— Exercise brief —
Print out each entry below exactly, please.

........

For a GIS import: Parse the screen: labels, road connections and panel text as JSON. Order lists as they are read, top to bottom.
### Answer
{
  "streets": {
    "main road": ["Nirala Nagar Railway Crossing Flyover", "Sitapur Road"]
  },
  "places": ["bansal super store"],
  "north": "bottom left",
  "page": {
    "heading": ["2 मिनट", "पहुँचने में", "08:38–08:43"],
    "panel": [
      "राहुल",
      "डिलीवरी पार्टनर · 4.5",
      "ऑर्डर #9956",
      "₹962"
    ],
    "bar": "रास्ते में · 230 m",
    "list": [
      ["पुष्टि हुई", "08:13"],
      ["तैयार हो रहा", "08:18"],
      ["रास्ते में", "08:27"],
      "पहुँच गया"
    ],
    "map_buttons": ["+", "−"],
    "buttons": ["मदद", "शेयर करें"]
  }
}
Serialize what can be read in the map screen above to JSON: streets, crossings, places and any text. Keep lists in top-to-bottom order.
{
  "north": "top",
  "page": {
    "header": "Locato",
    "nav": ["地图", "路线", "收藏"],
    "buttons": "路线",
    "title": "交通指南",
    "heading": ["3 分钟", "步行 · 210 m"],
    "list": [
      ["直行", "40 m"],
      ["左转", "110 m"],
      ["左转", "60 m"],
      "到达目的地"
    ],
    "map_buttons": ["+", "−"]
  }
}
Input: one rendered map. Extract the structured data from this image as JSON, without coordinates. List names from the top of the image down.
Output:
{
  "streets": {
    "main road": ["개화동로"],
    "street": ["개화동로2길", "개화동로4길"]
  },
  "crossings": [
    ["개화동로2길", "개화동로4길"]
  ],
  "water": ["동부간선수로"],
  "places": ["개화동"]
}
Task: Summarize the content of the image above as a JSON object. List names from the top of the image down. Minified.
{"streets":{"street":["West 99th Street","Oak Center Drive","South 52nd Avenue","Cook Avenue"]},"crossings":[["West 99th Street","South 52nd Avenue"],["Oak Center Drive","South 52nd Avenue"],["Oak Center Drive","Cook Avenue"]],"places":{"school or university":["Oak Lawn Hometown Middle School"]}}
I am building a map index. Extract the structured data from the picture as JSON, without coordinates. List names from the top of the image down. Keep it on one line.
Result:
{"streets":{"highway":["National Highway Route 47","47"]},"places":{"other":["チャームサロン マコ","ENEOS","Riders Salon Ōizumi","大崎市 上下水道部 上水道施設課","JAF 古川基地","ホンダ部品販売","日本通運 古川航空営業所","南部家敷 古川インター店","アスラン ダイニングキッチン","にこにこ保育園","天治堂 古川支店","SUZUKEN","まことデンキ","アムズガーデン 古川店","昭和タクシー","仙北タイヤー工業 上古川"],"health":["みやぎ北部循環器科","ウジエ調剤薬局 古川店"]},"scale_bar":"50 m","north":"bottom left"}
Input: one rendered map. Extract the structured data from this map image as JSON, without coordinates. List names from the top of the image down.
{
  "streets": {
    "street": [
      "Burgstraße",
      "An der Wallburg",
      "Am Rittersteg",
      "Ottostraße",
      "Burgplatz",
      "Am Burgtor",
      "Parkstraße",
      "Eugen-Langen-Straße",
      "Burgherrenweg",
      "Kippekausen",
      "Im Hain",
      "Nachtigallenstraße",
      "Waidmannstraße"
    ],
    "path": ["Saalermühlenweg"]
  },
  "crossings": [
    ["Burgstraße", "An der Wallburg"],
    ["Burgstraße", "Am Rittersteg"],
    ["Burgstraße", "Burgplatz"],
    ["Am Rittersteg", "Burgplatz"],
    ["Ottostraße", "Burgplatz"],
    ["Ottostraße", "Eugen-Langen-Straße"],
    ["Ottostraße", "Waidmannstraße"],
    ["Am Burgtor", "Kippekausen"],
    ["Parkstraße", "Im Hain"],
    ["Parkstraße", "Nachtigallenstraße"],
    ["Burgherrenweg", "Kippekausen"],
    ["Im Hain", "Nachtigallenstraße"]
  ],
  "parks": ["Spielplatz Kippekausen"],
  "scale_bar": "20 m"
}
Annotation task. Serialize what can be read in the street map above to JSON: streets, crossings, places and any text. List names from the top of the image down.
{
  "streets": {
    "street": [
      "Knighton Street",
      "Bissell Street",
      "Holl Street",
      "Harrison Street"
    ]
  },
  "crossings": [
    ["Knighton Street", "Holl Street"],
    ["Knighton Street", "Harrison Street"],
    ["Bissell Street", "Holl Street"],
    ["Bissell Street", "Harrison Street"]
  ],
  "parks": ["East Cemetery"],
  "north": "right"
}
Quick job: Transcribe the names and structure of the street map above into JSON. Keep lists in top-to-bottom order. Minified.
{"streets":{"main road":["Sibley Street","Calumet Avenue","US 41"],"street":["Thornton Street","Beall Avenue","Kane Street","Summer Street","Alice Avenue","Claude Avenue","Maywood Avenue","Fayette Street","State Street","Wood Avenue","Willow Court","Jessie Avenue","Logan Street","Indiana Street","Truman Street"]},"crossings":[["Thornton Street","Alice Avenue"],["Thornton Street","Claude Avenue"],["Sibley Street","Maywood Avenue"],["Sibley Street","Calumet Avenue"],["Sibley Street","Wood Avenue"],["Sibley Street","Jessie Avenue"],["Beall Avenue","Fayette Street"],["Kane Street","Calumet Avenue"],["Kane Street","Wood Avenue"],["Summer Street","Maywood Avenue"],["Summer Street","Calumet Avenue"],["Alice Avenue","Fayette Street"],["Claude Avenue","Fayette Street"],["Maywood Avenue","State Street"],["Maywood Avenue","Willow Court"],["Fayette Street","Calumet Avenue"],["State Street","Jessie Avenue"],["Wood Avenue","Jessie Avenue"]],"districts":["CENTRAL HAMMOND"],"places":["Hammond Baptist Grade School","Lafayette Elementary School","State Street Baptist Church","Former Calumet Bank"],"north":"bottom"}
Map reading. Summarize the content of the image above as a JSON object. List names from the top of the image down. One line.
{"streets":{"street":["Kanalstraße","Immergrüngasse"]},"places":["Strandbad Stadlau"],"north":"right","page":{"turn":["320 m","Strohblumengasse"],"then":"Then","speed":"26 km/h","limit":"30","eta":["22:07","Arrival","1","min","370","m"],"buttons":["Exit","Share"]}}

........

— Your response —
For a GIS import: Parse the screen: labels, road connections and panel text as JSON. Order lists as they are read, top to bottom.
### Answer
{
  "streets": {
    "main road": ["Nirala Nagar Railway Crossing Flyover", "Sitapur Road"]
  },
  "places": ["bansal super store"],
  "north": "bottom left",
  "page": {
    "heading": ["2 मिनट", "पहुँचने में", "08:38–08:43"],
    "panel": [
      "राहुल",
      "डिलीवरी पार्टनर · 4.5",
      "ऑर्डर #9956",
      "₹962"
    ],
    "bar": "रास्ते में · 230 m",
    "list": [
      ["पुष्टि हुई", "08:13"],
      ["तैयार हो रहा", "08:18"],
      ["रास्ते में", "08:27"],
      "पहुँच गया"
    ],
    "map_buttons": ["+", "−"],
    "buttons": ["मदद", "शेयर करें"]
  }
}
Serialize what can be read in the map screen above to JSON: streets, crossings, places and any text. Keep lists in top-to-bottom order.
{
  "north": "top",
  "page": {
    "header": "Locato",
    "nav": ["地图", "路线", "收藏"],
    "buttons": "路线",
    "title": "交通指南",
    "heading": ["3 分钟", "步行 · 210 m"],
    "list": [
      ["直行", "40 m"],
      ["左转", "110 m"],
      ["左转", "60 m"],
      "到达目的地"
    ],
    "map_buttons": ["+", "−"]
  }
}
Input: one rendered map. Extract the structured data from this image as JSON, without coordinates. List names from the top of the image down.
Output:
{
  "streets": {
    "main road": ["개화동로"],
    "street": ["개화동로2길", "개화동로4길"]
  },
  "crossings": [
    ["개화동로2길", "개화동로4길"]
  ],
  "water": ["동부간선수로"],
  "places": ["개화동"]
}
Task: Summarize the content of the image above as a JSON object. List names from the top of the image down. Minified.
{"streets":{"street":["West 99th Street","Oak Center Drive","South 52nd Avenue","Cook Avenue"]},"crossings":[["West 99th Street","South 52nd Avenue"],["Oak Center Drive","South 52nd Avenue"],["Oak Center Drive","Cook Avenue"]],"places":{"school or university":["Oak Lawn Hometown Middle School"]}}
I am building a map index. Extract the structured data from the picture as JSON, without coordinates. List names from the top of the image down. Keep it on one line.
Result:
{"streets":{"highway":["National Highway Route 47","47"]},"places":{"other":["チャームサロン マコ","ENEOS","Riders Salon Ōizumi","大崎市 上下水道部 上水道施設課","JAF 古川基地","ホンダ部品販売","日本通運 古川航空営業所","南部家敷 古川インター店","アスラン ダイニングキッチン","にこにこ保育園","天治堂 古川支店","SUZUKEN","まことデンキ","アムズガーデン 古川店","昭和タクシー","仙北タイヤー工業 上古川"],"health":["みやぎ北部循環器科","ウジエ調剤薬局 古川店"]},"scale_bar":"50 m","north":"bottom left"}
Input: one rendered map. Extract the structured data from this map image as JSON, without coordinates. List names from the top of the image down.
{
  "streets": {
    "street": [
      "Burgstraße",
      "An der Wallburg",
      "Am Rittersteg",
      "Ottostraße",
      "Burgplatz",
      "Am Burgtor",
      "Parkstraße",
      "Eugen-Langen-Straße",
      "Burgherrenweg",
      "Kippekausen",
      "Im Hain",
      "Nachtigallenstraße",
      "Waidmannstraße"
    ],
    "path": ["Saalermühlenweg"]
  },
  "crossings": [
    ["Burgstraße", "An der Wallburg"],
    ["Burgstraße", "Am Rittersteg"],
    ["Burgstraße", "Burgplatz"],
    ["Am Rittersteg", "Burgplatz"],
    ["Ottostraße", "Burgplatz"],
    ["Ottostraße", "Eugen-Langen-Straße"],
    ["Ottostraße", "Waidmannstraße"],
    ["Am Burgtor", "Kippekausen"],
    ["Parkstraße", "Im Hain"],
    ["Parkstraße", "Nachtigallenstraße"],
    ["Burgherrenweg", "Kippekausen"],
    ["Im Hain", "Nachtigallenstraße"]
  ],
  "parks": ["Spielplatz Kippekausen"],
  "scale_bar": "20 m"
}
Annotation task. Serialize what can be read in the street map above to JSON: streets, crossings, places and any text. List names from the top of the image down.
{
  "streets": {
    "street": [
      "Knighton Street",
      "Bissell Street",
      "Holl Street",
      "Harrison Street"
    ]
  },
  "crossings": [
    ["Knighton Street", "Holl Street"],
    ["Knighton Street", "Harrison Street"],
    ["Bissell Street", "Holl Street"],
    ["Bissell Street", "Harrison Street"]
  ],
  "parks": ["East Cemetery"],
  "north": "right"
}
Quick job: Transcribe the names and structure of the street map above into JSON. Keep lists in top-to-bottom order. Minified.
{"streets":{"main road":["Sibley Street","Calumet Avenue","US 41"],"street":["Thornton Street","Beall Avenue","Kane Street","Summer Street","Alice Avenue","Claude Avenue","Maywood Avenue","Fayette Street","State Street","Wood Avenue","Willow Court","Jessie Avenue","Logan Street","Indiana Street","Truman Street"]},"crossings":[["Thornton Street","Alice Avenue"],["Thornton Street","Claude Avenue"],["Sibley Street","Maywood Avenue"],["Sibley Street","Calumet Avenue"],["Sibley Street","Wood Avenue"],["Sibley Street","Jessie Avenue"],["Beall Avenue","Fayette Street"],["Kane Street","Calumet Avenue"],["Kane Street","Wood Avenue"],["Summer Street","Maywood Avenue"],["Summer Street","Calumet Avenue"],["Alice Avenue","Fayette Street"],["Claude Avenue","Fayette Street"],["Maywood Avenue","State Street"],["Maywood Avenue","Willow Court"],["Fayette Street","Calumet Avenue"],["State Street","Jessie Avenue"],["Wood Avenue","Jessie Avenue"]],"districts":["CENTRAL HAMMOND"],"places":["Hammond Baptist Grade School","Lafayette Elementary School","State Street Baptist Church","Former Calumet Bank"],"north":"bottom"}
Map reading. Summarize the content of the image above as a JSON object. List names from the top of the image down. One line.
{"streets":{"street":["Kanalstraße","Immergrüngasse"]},"places":["Strandbad Stadlau"],"north":"right","page":{"turn":["320 m","Strohblumengasse"],"then":"Then","speed":"26 km/h","limit":"30","eta":["22:07","Arrival","1","min","370","m"],"buttons":["Exit","Share"]}}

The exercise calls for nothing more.